The past repeats itself

While snooping around a secret modal loop in Anderson's game (basically a Matrix within the Matrix), resistance warriors Bugs (Jessica Henwick) and Sequoia (Toby Onwumere) watch as the game's version of the opening scene of 1999's "The Matrix" plays out, complete with a Trinity duplicate. They run afoul of the game's version of Smith, who resembles a facsimile of the now-dead Morpheus, as Thomas/Neo has smuggled Morpheus (perhaps subconsciously) into the code of his Matrix game. Bugs is able to deprogram the Smith/Morpheus hybrid and together, they endeavor to wake Neo up and affirm that his paranoia about living in a virtual world is not imagined and that he is, in fact, the One of legend.

Once Neo is back in the real world, the crew of the hovercraft Mnemosyne venture to IO, a new subterranean human enclave built after the destruction of Zion. IO is ruled over by a nonagenarian Niobe, and it is revealed that some machines are now working alongside humans. Much to Niobe's consternation, Neo insists they find Trinity's body and convince "Tiffany" of the true nature of her existence. Niobe imprisons Neo, but Morpheus frees him and with the aid of a now-grown Sati and the rest of the Mnemosyne crew, they make their way to the Anomaleum, and the third act of "The Matrix Resurrections" becomes something of a heist movie.

The saga concludes

Inside Matrix 6.0, the Analyst, Neo, and Tiffany converge at "Simulatte," the coffee shop where Thomas first met her. The Analyst has concocted a predicament worthy of the Architect: Neo's awakening triggered a failsafe that will end the Matrix unless he consents to re-enter. Neo counters that if he and the other rebels can successfully free Trinity, the Analyst must promise to leave them be. The Analyst is convinced that Trinity will choose her new life over Neo, but after an initial rebuke, true love prevails – Trinity rejects the falsehood of her fabricated life with her counterfeit family. Ever the wild card, Smith suddenly arrives and distracts the Analyst long enough for Neo and Trinity to flee the agents and a zombified "swarm mode" Matrix copper-tops ("Bots" in the parlance of the film) that are pursuing them.

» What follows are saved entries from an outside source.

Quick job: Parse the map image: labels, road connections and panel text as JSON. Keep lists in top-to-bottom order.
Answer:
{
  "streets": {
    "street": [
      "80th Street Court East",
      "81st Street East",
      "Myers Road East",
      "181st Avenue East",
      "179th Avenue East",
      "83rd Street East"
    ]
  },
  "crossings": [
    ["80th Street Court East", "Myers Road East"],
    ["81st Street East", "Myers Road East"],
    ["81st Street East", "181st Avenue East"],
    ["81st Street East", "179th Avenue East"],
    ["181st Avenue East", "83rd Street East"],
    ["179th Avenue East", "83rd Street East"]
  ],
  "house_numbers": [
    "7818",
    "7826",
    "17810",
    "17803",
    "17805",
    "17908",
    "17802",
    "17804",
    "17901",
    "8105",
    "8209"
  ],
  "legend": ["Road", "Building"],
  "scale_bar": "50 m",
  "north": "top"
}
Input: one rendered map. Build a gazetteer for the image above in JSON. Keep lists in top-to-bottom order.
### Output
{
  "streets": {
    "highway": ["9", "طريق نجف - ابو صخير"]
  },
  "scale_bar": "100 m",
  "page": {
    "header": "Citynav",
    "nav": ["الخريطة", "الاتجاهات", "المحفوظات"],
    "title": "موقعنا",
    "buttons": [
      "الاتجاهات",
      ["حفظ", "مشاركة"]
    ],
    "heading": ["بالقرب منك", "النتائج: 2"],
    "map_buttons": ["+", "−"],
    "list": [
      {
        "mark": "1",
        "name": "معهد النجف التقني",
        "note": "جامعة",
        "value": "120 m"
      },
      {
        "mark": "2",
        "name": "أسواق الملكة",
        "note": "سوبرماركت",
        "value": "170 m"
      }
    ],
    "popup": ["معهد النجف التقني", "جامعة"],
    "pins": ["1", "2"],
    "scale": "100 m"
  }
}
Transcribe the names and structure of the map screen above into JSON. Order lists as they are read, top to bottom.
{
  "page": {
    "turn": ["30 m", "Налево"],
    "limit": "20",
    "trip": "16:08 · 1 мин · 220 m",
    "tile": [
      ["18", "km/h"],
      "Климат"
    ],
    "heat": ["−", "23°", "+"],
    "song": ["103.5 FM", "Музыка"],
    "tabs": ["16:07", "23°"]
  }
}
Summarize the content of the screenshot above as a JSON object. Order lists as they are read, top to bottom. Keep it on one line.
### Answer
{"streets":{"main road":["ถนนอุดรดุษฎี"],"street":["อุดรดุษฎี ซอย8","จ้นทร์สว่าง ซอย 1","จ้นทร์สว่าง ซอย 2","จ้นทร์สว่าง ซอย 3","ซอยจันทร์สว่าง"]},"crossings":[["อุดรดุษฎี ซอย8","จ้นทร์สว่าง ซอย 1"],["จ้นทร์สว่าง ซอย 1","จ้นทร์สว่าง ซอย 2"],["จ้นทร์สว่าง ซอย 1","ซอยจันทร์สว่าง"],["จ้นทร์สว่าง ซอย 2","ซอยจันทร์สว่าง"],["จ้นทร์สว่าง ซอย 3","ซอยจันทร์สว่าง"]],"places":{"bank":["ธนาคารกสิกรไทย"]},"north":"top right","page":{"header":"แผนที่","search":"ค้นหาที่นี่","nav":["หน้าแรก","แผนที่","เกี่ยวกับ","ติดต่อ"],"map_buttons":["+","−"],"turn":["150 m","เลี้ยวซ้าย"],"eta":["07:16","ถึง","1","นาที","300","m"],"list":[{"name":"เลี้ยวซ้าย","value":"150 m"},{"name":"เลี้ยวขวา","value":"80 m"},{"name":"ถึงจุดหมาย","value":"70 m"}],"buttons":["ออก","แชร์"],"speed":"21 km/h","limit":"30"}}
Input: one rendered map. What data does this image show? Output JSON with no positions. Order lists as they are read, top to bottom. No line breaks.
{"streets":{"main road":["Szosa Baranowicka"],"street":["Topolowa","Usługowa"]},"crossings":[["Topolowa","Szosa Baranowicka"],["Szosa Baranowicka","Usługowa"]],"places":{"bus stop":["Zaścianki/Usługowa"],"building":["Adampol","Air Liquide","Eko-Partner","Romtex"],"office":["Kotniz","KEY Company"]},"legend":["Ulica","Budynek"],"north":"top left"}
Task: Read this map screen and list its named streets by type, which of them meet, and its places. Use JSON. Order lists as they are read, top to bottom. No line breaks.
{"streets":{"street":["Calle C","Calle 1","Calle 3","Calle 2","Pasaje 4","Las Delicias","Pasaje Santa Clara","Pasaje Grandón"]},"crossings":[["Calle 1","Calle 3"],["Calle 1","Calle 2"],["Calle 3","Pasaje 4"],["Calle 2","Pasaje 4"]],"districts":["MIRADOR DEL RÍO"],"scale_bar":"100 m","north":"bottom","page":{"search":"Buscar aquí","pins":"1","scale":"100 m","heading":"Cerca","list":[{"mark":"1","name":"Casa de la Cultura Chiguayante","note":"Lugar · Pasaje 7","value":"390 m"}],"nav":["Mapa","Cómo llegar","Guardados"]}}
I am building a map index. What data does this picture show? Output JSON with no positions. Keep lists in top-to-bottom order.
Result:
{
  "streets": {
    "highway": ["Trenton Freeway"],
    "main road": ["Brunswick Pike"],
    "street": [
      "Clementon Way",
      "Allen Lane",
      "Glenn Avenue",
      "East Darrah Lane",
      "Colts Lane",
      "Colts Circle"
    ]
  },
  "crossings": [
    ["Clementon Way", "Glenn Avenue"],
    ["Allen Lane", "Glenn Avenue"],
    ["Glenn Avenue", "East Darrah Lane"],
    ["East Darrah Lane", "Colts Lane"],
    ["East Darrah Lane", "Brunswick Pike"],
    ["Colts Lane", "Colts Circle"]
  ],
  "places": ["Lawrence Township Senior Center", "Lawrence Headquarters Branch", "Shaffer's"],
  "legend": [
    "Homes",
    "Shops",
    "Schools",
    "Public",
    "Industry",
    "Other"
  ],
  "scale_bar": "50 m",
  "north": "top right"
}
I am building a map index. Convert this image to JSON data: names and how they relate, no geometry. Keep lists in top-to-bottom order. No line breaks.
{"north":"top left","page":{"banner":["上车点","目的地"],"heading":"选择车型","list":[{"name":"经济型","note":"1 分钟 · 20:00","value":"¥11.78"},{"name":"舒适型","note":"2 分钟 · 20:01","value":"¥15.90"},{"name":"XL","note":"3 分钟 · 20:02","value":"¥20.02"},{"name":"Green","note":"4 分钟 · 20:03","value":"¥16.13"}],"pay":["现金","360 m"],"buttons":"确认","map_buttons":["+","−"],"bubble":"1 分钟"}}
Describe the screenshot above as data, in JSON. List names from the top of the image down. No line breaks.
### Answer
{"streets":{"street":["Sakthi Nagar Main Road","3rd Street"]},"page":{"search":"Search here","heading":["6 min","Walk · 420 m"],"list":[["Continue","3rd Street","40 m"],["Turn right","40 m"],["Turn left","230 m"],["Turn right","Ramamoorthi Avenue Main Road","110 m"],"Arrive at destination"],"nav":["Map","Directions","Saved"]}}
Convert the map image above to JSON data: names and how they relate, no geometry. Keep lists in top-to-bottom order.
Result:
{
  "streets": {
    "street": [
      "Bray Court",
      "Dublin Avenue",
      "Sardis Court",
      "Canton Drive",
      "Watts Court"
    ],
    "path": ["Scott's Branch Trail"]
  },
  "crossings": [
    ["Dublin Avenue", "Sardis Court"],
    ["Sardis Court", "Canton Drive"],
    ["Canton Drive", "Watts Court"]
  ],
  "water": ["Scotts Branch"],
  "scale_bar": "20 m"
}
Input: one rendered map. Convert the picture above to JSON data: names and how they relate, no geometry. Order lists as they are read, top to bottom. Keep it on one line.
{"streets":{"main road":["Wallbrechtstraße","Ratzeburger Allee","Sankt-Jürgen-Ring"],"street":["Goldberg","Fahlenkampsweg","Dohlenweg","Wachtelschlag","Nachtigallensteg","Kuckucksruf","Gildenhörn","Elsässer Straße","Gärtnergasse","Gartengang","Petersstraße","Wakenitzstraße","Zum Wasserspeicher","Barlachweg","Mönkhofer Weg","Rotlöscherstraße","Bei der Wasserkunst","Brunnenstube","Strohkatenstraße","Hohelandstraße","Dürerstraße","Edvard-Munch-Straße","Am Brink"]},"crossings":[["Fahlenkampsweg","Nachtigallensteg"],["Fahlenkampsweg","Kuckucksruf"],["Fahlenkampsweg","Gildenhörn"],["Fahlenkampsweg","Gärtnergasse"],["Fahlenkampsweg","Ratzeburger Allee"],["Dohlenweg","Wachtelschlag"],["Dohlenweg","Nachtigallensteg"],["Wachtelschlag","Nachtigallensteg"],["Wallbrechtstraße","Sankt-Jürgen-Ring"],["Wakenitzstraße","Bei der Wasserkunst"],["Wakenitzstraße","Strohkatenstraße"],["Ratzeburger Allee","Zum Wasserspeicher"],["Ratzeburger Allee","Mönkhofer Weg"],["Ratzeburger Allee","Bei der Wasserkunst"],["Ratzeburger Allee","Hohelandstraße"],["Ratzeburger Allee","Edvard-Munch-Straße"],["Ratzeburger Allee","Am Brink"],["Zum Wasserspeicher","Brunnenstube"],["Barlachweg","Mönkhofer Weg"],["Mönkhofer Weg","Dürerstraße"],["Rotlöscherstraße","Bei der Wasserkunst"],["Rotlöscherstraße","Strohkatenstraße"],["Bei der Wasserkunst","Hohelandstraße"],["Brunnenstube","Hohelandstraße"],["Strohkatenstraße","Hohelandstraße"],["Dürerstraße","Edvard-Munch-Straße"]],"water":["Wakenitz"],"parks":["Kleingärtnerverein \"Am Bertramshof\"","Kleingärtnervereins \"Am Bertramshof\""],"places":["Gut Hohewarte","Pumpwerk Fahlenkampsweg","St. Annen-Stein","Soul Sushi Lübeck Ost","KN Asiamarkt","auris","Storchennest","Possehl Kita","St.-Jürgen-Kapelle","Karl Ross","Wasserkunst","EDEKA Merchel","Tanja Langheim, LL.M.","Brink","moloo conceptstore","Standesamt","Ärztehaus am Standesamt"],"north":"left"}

Neo and Trinity make it to the top of a skyscraper (because what would a Matrix film be without a lobby fight and a crucial rooftop scene). They embrace and take a leap of faith, but there's a twist. While Neo's powers have faded, Trinity appears to have her own One-like power of flight. "The Matrix Resurrections" — and the entire epic series to date — ends with Neo and Trinity confronting a defanged Analyst, promising to remake the Matrix into their idea of utopia. They fly off hand-in-hand into a promising new dawn as the leaders humanity has always deserved.